Expanding Entry Graphs

Exploring Entry Graphs

When entry graphs are created, they contain only the initial entries given when they were created. To expand the graph, the database needs to be explored. This is done by using the explore function.

chemrecon.explore(entrygraph: EntryGraph, protocol: ExplorationProtocol, steps: int = 4)

Expand the given entry graph by traversing the database network using the specified protocol for a given number of steps.

For many use cases, calling explore once is enough, but specialized workflows may require calling multiple times, performing one step of exploration at a time until some condition is met, or applying different exploration protocols in sequence.

Exploration Protocols

An ExplorationProtocol defines a method for expanding the entry graph by traversing the database. It defines the relations and entries which can be traversed and possibly applies filters to limit the scope of exploration.

Pre-defined Exploration Protocols

ChemRecon comes with a set of pre-defined exploration protocols for various purposes. These are located in the chemrecon.query.default_protocols module. We recommend looking in this file for inspiration on how to define custom protocols.

chemrecon.query.default_protocols.protocol_compound_structure = <chemrecon.entrygraph.explorationprotocol.ExplorationProtocol object>

The Compound-Structure protocol can be used to quickly gain an overview of the structural information relating to a given compound.

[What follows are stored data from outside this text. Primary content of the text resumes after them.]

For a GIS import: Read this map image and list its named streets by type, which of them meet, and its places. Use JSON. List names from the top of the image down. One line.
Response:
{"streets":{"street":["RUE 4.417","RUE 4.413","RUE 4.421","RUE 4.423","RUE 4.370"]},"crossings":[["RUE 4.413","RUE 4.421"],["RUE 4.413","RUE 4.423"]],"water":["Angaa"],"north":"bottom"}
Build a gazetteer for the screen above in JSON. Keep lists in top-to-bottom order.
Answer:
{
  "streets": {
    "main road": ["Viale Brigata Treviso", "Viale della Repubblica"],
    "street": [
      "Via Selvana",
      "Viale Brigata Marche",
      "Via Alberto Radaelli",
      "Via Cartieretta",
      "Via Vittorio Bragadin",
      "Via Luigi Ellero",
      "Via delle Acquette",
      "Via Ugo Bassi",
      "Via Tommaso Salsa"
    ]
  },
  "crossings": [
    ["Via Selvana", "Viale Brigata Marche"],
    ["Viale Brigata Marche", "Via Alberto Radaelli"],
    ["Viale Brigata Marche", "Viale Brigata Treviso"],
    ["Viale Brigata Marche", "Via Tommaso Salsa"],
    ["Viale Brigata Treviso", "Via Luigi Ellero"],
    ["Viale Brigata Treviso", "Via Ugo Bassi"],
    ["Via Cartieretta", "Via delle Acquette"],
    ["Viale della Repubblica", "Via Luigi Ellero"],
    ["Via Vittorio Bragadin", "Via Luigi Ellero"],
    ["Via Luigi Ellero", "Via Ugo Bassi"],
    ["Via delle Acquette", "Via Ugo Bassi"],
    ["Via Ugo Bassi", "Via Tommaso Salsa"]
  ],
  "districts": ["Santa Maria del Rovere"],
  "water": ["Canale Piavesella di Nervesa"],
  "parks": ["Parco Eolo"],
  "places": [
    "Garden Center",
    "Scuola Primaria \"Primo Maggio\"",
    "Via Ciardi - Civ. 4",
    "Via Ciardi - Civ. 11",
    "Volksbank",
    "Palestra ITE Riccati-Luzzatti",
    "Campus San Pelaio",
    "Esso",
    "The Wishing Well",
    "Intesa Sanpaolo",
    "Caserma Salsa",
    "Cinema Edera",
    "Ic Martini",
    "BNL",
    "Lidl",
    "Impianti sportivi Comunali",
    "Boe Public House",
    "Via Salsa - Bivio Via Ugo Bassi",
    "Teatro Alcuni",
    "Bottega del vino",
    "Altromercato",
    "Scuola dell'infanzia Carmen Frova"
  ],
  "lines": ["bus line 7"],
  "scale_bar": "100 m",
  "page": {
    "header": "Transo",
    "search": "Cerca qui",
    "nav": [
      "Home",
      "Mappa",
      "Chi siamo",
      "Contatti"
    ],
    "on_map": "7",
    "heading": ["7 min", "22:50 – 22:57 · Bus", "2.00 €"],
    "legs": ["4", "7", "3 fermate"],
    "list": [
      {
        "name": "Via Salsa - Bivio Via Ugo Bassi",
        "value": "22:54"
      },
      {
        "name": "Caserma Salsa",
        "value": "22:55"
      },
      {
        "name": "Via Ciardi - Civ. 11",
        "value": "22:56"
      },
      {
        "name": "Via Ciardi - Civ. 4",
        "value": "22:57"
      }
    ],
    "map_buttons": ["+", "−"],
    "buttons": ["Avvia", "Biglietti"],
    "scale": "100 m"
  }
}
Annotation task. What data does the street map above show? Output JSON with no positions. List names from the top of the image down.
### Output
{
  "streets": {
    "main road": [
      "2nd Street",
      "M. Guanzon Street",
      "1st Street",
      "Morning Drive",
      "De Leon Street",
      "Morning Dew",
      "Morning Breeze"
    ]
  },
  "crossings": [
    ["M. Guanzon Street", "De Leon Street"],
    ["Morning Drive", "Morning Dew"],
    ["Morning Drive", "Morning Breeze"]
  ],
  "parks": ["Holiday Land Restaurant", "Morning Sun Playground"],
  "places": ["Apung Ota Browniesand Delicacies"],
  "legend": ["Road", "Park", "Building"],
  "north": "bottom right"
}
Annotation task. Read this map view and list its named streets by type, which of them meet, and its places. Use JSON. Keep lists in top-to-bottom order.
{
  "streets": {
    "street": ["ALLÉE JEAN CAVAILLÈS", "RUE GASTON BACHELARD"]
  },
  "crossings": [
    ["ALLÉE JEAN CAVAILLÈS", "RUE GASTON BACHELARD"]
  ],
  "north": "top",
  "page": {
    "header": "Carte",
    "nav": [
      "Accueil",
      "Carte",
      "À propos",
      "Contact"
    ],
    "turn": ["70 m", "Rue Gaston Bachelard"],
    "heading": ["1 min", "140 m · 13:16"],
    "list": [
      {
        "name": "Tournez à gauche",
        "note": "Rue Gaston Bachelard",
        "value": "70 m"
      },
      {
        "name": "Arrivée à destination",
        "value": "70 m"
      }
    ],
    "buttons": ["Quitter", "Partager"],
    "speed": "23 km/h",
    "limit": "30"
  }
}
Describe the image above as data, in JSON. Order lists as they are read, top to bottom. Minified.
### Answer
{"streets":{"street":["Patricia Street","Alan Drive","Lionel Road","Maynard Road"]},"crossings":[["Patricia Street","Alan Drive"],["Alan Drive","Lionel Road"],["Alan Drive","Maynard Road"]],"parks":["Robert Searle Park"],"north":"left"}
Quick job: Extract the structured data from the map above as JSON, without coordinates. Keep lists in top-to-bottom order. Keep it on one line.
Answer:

The database compounds are traversed via the CompoundReference relation in order to expand the graph to include other databases which contain the compound. The CompoundHasMolStructure relation is then used to find the associated structure for each compound. The MolStructureStandardization relation is used to standardize various properties of the structures, which can be helpful in case the databases simply disagree on easy-to-standardize properties, such as charge or tautomerism.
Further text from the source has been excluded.